Copy each line from the records below in which the word "shadow" is found.

[Extracted records]
==========
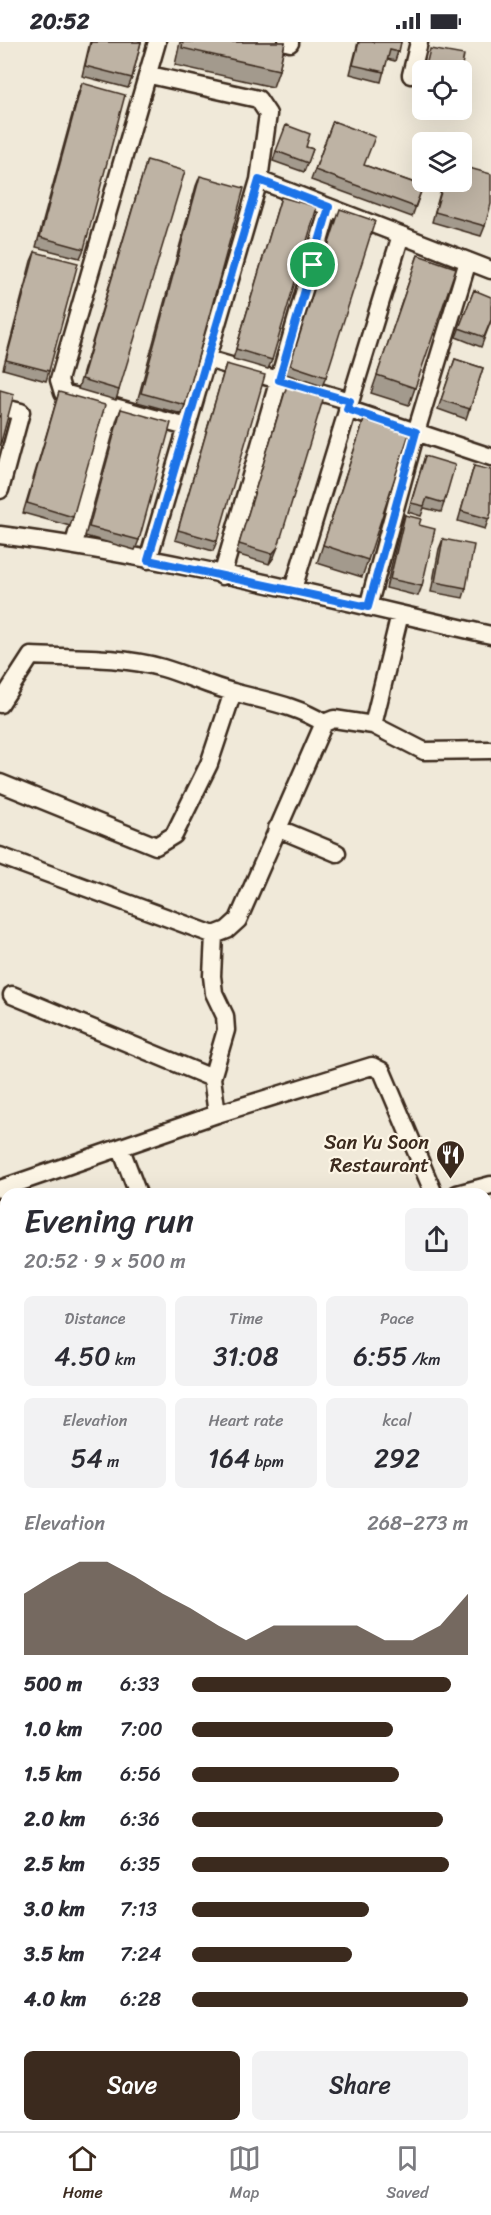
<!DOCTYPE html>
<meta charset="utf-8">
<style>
body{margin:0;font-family:Sriracha,sans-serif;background:#f2f2f3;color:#2b2b33;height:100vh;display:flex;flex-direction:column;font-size:22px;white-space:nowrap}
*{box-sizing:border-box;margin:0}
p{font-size:20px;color:#7c7c81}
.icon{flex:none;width:33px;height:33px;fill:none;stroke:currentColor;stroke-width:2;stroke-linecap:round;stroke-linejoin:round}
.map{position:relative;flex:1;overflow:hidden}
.sheet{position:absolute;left:0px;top:1146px;width:492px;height:944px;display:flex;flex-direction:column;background:#fff;border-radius:18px 18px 0 0;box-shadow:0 6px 24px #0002}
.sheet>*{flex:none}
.controls{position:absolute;left:412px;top:18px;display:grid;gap:12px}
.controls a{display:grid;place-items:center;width:60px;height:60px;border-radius:9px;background:#fff;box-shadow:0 6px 24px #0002;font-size:30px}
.pin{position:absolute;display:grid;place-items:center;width:51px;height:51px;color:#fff;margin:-26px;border:3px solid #fff;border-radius:50%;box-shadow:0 2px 6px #0007}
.round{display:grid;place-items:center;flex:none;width:63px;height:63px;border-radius:9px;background:#f2f2f3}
.overview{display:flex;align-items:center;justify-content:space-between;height:102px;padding:0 24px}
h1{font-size:33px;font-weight:600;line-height:45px}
.stats{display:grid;grid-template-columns:repeat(3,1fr);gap:9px;height:102px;padding:6px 24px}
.stats div{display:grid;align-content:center;border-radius:9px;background:#f2f2f3;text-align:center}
.stats b{font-size:26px;font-weight:600}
.stats small{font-size:16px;font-weight:400}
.stats p{font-size:16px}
.chart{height:168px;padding:12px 24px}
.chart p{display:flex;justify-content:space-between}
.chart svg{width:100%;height:108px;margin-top:6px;fill:#3b2a1e;opacity:.7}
.cta{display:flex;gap:12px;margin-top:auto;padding:12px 24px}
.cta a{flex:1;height:69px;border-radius:9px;background:#3b2a1e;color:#fff;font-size:24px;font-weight:600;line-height:69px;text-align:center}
.cta a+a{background:#f2f2f3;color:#2b2b33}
ul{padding:0 24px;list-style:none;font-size:20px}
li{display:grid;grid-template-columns:96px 72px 1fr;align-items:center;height:45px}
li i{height:15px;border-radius:8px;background:#3b2a1e}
.status{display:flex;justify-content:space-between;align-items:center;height:42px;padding:0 30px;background:#fff;direction:ltr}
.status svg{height:16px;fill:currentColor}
.tab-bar{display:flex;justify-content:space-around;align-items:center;height:84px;border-top:2px solid #e1e1e2;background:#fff;font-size:16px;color:#7c7c81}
.tab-bar a{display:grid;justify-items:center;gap:3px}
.tab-bar .active{color:#3b2a1e}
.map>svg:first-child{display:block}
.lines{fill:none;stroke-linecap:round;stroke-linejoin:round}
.minor-casing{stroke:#3b2a1e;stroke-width:21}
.highway-casing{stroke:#3b2a1e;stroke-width:28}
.minor{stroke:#fcf5e5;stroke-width:16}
.highway{stroke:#fcf5e5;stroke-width:24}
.wall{fill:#a39a8d;stroke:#3b2a1e;stroke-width:1.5}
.shaded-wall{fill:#857d73;stroke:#3b2a1e;stroke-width:1.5}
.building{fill:#beb3a4;stroke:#3b2a1e;stroke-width:1.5}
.route-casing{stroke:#fff;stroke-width:12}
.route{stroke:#1a73e8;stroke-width:8}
.labels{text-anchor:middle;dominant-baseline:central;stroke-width:4.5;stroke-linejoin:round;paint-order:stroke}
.poi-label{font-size:20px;fill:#3b2a1e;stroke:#fcf5e5;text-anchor:end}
</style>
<div class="status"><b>20:52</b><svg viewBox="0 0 49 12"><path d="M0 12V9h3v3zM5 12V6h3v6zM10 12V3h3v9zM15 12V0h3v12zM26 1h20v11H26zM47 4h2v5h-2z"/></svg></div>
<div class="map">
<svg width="491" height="2089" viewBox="0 0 491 2089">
<rect width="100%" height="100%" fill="#f0e9d9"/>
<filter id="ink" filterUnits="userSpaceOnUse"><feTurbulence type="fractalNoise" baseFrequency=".0167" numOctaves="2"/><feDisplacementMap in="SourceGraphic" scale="12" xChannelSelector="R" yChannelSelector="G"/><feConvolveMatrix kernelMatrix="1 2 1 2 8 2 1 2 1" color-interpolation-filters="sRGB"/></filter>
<g filter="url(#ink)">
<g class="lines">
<defs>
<path id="minor" d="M157,0L59,338L63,351L187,385
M287,0L290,1
M411,33L419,0
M259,138L491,228
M207,317L350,359
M0,365L21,370L0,448
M347,367L491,415
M0,493C165,514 328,556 491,593
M74,502L112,366
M148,518L259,138L268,72L258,57L150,33
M222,534L329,165
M293,547L401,193
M368,565L416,390L468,219
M0,662L31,614C75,616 120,614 163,626C187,633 209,644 233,650C265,659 295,663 324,681L334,677L373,683L424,709L490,708
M373,683L400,572
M0,741L156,804L174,793L209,722L233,650
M277,786L337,811
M0,814L214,893L227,888L238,878L324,681
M214,893L212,934L214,951L225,974L226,988L212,1036L217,1072
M12,953L212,1036
M121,1107L138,1152
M0,1147L217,1072L372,1024L382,1029L434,1152
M457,1152L491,1143
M486,1303L491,1302
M486,1384L491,1383
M486,1476L491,1474
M486,1517L491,1500
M486,1555L491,1556
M0,1713L6,1715
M486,1819L491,1821
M0,1898L6,1899
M0,1996L6,1976
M383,2084L388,2089
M51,2089L53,2084
M143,2089L144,2084"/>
<path id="highway" d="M486,1192L491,1190
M486,1221L491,1220
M0,1367L6,1365
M0,1399L6,1396"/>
</defs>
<!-- minor casing -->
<use href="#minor" class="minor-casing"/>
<!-- highway casing -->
<use href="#highway" class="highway-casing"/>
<!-- minor -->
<use href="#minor" class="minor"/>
<!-- highway -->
<use href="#highway" class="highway"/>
</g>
<!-- wall -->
<path class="wall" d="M90,0H141L132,36L128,46L82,34Z
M180,0H285L279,28L273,45L175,23Z
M358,0H401L395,19L387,17L381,40L350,32Z
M423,32V43L421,42Z
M82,41L84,207L80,216L36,205L78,51Z
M333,79L364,123L423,144L412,175L311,138Z
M306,105L313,107L304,130L273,119L276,109Z
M147,118L119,348L116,358L78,347Z
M200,134L185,363L182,372L137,360L196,144Z
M443,140H462L485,184L481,194L432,180Z
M281,155L272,318L268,327L233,317Z
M336,177L326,335L322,344L286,332Z
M35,210L49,329L46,339L3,327L31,219Z
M418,213L415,346L409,363L371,351Z
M474,248L491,279L481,305L456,295Z
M455,317L483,326L466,377L438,367Z
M226,322L217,499L213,509L175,498Z
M288,340L274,515L269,522L236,512Z
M59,350L73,475L70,484L23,471Z
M121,367L139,498L135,508L85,494L117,377Z
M364,378L368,518L362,535L317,521Z
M425,414L444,461L441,470L424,466L421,474L408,470Z
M474,424L491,470L485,487L458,479Z
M405,473L419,483L422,544L418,554L386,546L401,483Z
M443,497L466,546L463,556L431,550L439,507Z
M486,1621L491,1622V1667L489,1669L486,1668Z
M491,1669V1720L486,1719V1680Z"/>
<!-- shaded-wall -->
<path class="shaded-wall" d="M278,505L274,515L269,522L272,512Z"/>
<!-- building -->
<path class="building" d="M91,0H141L132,36L85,24Z
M183,0H285L279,28L182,6Z
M359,0H401L399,10L390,8L384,30L353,23Z
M430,7L464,13L461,28H425Z
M82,41L125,53L84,207L40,195Z
M333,79L375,95L364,123L423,144L415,165L315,128Z
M286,83L310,92L306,105L313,107L308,121L276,109Z
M147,118L185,129L119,348L82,337Z
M462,124L491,132V162L485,184L435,170L444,140H462Z
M200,134L244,146L185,363L141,351Z
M281,155L317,165L272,318L236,307Z
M340,167L375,179L326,335L290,323Z
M35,210L78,221L49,329L6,318Z
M418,213L456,226L415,346L377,333Z
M474,248L491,255V278L484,295L459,286Z
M455,317L483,326L470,367L441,358Z
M226,322L265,333L217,499L178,488Z
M288,340L325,351L278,505L272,512L239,502Z
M0,348L14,352L0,404Z
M59,350L105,363L73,475L27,461Z
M121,367L171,381L139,498L89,485Z
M364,378L409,392L368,518L323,503Z
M425,414L455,423L444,461L427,456L424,464L411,461Z
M474,424L491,428V470L489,477L461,469Z
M405,473L421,477L419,483L435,487L422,544L390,537Z
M443,497L474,503L466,546L435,540Z
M486,1621L491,1622V1650L486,1649Z
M491,1669V1701L486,1699V1680Z"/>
</g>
<g class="lines" filter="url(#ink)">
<defs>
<path id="route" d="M259,138L329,165L279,338L350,359L347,367L416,390L368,565L148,518Z"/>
</defs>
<!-- route casing -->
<use href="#route" class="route-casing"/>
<!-- route -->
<use href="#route" class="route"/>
</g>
<!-- icons -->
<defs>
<symbol id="restaurant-pin" viewBox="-11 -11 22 30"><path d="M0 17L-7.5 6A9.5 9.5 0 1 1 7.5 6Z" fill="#3b2a1e" stroke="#fcf5e5"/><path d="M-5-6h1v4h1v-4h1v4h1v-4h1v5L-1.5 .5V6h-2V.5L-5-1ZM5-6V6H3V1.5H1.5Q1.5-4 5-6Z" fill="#fff"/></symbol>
</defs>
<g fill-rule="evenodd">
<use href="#restaurant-pin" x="434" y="1096" width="33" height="45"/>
</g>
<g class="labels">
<!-- poi labels -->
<g class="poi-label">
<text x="429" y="1100">San Yu Soon<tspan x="429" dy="23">Restaurant</tspan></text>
</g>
</g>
</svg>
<div class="controls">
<a><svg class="icon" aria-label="locate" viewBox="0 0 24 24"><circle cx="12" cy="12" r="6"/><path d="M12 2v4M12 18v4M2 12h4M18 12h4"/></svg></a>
<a><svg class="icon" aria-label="layers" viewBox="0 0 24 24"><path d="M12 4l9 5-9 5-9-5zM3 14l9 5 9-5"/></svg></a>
</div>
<div class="pin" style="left:313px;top:223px;background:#1e9e55"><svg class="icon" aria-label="arrive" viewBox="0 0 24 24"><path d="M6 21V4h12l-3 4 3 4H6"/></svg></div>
<section class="sheet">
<div class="overview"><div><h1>Evening run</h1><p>20:52 · 9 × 500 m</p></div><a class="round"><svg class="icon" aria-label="share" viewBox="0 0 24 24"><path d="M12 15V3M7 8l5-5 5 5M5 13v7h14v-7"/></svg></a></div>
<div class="stats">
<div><p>Distance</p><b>4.50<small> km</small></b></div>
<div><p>Time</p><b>31:08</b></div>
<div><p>Pace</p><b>6:55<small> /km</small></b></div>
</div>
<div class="stats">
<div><p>Elevation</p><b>54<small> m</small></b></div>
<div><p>Heart rate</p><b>164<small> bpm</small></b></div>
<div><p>kcal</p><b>292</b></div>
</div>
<div class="chart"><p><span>Elevation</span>268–273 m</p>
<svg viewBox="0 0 160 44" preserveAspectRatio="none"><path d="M0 44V19L10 12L20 6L30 6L40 12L50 19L60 25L70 32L80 38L90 32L100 32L110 32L120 32L130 38L140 38L150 32L160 19V44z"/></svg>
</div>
<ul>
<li><b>500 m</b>6:33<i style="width:94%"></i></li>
<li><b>1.0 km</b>7:00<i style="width:73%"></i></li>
<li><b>1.5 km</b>6:56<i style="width:75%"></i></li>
<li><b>2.0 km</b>6:36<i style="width:91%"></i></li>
<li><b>2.5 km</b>6:35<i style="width:93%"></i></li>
<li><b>3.0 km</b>7:13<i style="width:64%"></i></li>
<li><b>3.5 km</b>7:24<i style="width:58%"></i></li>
<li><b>4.0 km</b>6:28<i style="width:100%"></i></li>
</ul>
<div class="cta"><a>Save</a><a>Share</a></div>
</section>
</div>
<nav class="tab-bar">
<a class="active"><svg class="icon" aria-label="home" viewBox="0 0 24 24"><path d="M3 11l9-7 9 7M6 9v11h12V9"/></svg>Home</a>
<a><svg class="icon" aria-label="map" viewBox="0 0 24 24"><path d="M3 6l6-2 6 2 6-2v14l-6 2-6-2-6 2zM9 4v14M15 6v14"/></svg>Map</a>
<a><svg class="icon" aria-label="saved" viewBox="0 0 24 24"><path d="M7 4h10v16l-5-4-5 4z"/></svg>Saved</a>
</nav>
==========
** Answer section **
.sheet{position:absolute;left:0px;top:1146px;width:492px;height:944px;display:flex;flex-direction:column;background:#fff;border-radius:18px 18px 0 0;box-shadow:0 6px 24px #0002}
.controls a{display:grid;place-items:center;width:60px;height:60px;border-radius:9px;background:#fff;box-shadow:0 6px 24px #0002;font-size:30px}
.pin{position:absolute;display:grid;place-items:center;width:51px;height:51px;color:#fff;margin:-26px;border:3px solid #fff;border-radius:50%;box-shadow:0 2px 6px #0007}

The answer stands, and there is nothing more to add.